> _PROBLEM TO SOLVE_: Below are records that should be duplicated exactly, with no image retained.

•••••

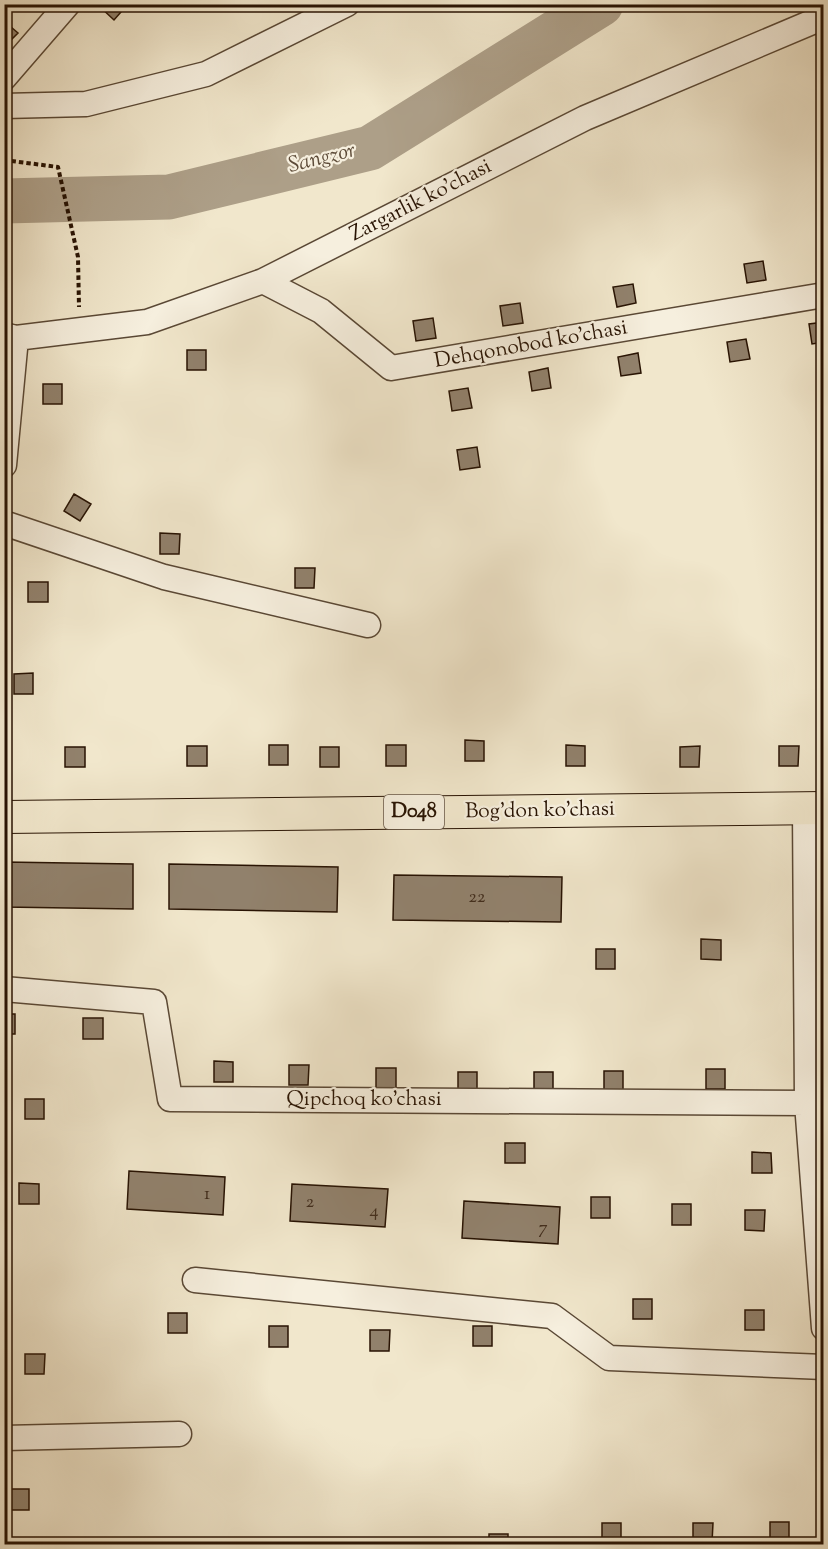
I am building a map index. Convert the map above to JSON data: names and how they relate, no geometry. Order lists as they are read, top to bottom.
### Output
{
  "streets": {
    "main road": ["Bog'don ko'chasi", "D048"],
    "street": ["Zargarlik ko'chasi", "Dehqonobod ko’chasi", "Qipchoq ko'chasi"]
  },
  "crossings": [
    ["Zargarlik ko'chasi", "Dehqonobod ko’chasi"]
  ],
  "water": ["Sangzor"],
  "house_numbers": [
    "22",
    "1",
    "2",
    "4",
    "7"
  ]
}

•••••

> _RESULT_:
I am building a map index. Convert the map above to JSON data: names and how they relate, no geometry. Order lists as they are read, top to bottom.
### Output
{
  "streets": {
    "main road": ["Bog'don ko'chasi", "D048"],
    "street": ["Zargarlik ko'chasi", "Dehqonobod ko’chasi", "Qipchoq ko'chasi"]
  },
  "crossings": [
    ["Zargarlik ko'chasi", "Dehqonobod ko’chasi"]
  ],
  "water": ["Sangzor"],
  "house_numbers": [
    "22",
    "1",
    "2",
    "4",
    "7"
  ]
}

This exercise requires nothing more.